I only read three books last month, two of which are quite short. Since I had so much information coming at me from work, my brain needed a bit of a break. Keep on reading to see what those books were and to know what else I enjoyed. Thanks for coming by my little space on the internet!

What I Read

The truths we hold book cover

The Truths We Hold: An American Journey by Kamala Harris
FORMAT: Audiobook

I’m always wary of reading political memoirs from people currently in office. I assume their books are going to be more policy-driven than story-driven. Despite my reservations, I enjoyed this book. There is a lot of policy talk in The Truths We Hold, but Harris does a lovely job telling her story. My favorite parts of the book include stories of her mother and sister and what their lives were like as Harris grew up. Seeing how her mother shaped her was touching. Harris reads the audiobook, which is a major plus for me. 

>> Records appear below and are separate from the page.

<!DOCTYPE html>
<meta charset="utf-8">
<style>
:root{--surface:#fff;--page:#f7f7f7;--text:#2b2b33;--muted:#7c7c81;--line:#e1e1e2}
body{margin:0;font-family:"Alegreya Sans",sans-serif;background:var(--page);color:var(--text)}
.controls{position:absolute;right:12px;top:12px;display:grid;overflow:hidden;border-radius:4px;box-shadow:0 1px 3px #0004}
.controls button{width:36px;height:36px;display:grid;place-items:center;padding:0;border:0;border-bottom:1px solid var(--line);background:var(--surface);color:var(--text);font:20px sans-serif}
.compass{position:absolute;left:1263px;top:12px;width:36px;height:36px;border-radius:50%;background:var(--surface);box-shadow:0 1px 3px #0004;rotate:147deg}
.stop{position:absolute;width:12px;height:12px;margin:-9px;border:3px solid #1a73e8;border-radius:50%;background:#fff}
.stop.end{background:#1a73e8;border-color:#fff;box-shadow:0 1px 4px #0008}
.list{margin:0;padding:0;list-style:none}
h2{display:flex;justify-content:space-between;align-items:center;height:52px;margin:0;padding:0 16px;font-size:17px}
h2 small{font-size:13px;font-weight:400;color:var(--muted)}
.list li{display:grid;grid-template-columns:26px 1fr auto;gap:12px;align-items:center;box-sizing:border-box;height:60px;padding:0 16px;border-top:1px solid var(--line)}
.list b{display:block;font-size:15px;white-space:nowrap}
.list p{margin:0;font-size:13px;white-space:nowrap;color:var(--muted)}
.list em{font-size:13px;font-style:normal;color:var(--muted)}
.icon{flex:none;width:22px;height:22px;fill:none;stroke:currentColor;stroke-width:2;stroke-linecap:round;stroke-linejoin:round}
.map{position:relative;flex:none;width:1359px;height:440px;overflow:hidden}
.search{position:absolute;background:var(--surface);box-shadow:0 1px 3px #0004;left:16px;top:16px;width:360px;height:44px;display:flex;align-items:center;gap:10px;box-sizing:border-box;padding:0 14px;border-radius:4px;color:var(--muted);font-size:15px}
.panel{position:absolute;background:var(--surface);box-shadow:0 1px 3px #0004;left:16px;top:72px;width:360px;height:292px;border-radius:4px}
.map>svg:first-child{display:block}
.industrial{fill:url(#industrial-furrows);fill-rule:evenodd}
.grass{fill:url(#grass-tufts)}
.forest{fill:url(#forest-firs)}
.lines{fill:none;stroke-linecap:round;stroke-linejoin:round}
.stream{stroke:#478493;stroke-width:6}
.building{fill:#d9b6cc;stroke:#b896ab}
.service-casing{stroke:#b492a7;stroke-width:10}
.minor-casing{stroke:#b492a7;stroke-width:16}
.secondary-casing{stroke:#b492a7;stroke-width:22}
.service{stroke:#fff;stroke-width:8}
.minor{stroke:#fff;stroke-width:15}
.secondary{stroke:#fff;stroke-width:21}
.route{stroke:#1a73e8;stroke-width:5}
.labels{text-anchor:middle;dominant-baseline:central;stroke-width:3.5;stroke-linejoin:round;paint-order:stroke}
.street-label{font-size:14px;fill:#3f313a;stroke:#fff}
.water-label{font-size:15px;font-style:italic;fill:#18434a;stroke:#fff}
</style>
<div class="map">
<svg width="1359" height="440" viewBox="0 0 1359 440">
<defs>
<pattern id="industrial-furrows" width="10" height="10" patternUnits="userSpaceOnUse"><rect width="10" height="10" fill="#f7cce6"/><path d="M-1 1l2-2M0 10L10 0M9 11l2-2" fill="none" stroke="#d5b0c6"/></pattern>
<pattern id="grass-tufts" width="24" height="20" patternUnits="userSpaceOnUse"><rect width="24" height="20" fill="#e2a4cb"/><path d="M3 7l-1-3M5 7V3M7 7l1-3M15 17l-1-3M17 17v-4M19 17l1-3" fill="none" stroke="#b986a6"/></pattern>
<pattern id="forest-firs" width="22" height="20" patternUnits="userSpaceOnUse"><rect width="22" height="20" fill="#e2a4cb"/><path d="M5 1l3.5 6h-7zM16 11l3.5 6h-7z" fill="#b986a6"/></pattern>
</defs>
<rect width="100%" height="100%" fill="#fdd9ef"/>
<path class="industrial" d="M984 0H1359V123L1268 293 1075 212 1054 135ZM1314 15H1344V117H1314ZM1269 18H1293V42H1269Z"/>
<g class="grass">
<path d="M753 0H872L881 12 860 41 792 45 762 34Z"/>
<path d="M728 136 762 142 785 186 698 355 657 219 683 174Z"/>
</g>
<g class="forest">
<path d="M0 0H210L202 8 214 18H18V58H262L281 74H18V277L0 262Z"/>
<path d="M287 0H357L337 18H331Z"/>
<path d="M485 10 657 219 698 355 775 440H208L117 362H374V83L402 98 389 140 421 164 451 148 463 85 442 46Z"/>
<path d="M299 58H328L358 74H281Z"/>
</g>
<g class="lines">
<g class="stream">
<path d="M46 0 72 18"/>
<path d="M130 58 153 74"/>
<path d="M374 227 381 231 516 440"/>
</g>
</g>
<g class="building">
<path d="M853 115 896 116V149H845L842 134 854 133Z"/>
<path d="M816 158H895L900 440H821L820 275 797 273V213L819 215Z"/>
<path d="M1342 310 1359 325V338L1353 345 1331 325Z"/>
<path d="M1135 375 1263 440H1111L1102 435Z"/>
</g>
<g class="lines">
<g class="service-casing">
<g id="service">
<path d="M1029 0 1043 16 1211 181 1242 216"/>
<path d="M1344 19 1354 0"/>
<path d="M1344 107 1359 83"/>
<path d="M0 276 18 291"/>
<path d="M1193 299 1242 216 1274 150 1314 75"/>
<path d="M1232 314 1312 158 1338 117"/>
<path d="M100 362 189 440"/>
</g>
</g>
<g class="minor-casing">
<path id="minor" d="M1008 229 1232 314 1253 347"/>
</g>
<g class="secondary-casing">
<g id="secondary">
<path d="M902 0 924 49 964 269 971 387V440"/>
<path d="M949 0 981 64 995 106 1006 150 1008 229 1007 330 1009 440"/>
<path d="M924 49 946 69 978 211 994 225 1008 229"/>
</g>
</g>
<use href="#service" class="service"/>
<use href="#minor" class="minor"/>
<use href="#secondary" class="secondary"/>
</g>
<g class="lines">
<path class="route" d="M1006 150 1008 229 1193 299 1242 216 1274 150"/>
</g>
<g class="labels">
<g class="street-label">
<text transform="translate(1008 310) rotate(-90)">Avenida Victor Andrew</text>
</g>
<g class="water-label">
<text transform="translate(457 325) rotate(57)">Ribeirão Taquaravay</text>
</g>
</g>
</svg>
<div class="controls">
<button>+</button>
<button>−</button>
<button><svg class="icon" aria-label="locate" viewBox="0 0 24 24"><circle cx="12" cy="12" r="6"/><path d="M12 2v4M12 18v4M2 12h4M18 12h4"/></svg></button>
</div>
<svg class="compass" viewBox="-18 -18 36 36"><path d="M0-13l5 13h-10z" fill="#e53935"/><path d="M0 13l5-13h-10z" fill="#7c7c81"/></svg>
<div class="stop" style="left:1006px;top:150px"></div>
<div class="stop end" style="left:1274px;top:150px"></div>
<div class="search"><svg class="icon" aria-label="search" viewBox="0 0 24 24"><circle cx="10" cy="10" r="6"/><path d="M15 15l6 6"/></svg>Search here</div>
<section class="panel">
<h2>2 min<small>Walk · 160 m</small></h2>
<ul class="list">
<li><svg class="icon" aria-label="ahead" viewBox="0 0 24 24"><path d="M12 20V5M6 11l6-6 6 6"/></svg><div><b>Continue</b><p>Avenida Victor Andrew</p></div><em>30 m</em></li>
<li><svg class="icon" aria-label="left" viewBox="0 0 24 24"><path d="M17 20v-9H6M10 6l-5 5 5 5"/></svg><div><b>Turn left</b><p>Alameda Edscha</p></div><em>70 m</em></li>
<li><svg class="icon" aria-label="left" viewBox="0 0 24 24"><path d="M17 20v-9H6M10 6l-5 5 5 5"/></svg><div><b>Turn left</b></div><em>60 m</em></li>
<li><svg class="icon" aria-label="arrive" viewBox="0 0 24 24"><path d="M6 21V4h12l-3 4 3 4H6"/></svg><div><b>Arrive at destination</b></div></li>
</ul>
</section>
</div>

How to make a slave and other essays book cover

How to Make a Slave and Other Essays by Jerald Walker
FORMAT: Print

I love a good essay collection, and this book is exactly that. Jerald Walker talks about his life as a Black man in America with wisdom, humor, and a keen eye for a good story. I’m drawn to books set in academia, so my favorite essays in this collection are the ones that discuss Walker’s life as a student and professor. The essay in which he discusses his writing mentor James Alan McPherson is especially fantastic.

I am the rage book cover

I Am the Rage by Dr. Martina McGowan
FORMAT: Print

Whenever I do a pick-up order at Target, I browse the app to see what new books they have on their shelves. That was how I discovered this poetry collection. (Isn’t it great that a big-box store like Target sells poetry?!) This book was the perfect reading choice for Black History Month since McGowan’s poems have racial justice as their core. The poems in this book were written in the last year, so there are mentions of Breonna Taylor and George Floyd. Those modern connections made this slim volume a powerful read.

What I Loved

ONLINE SHOP: The Bluest Willow

As I’ve mentioned before in this section, I’m a big fan of the Popcast with Knox and Jamie. I discovered the Bluest Willow because the shop’s owner is Knox’s wife, Ashley McCoy. This shop has the cutest clothing, accessories, and home decor items. I’ve done several orders already and absolutely love all the pieces I’ve received. Ashley has curated such a lovely collection of unique yet everyday goods. I love this little shop so much.

RECIPE: One Skillet Saucy Chicken Tortilla Enchilada Rice Bake
from Half Baked Harvest

Look at this picture of gooey cheese and sauce and tortilla chips and flavorful goodness. LOOK AT IT. This recipe is as delicious as it appears, and also pretty simple. I made my own enchilada sauce, but this would be even easier if you used pre-made sauce. I’ve loved many Half Baked Harvest recipes, but this one might be my new favorite.


What did you read and love in February?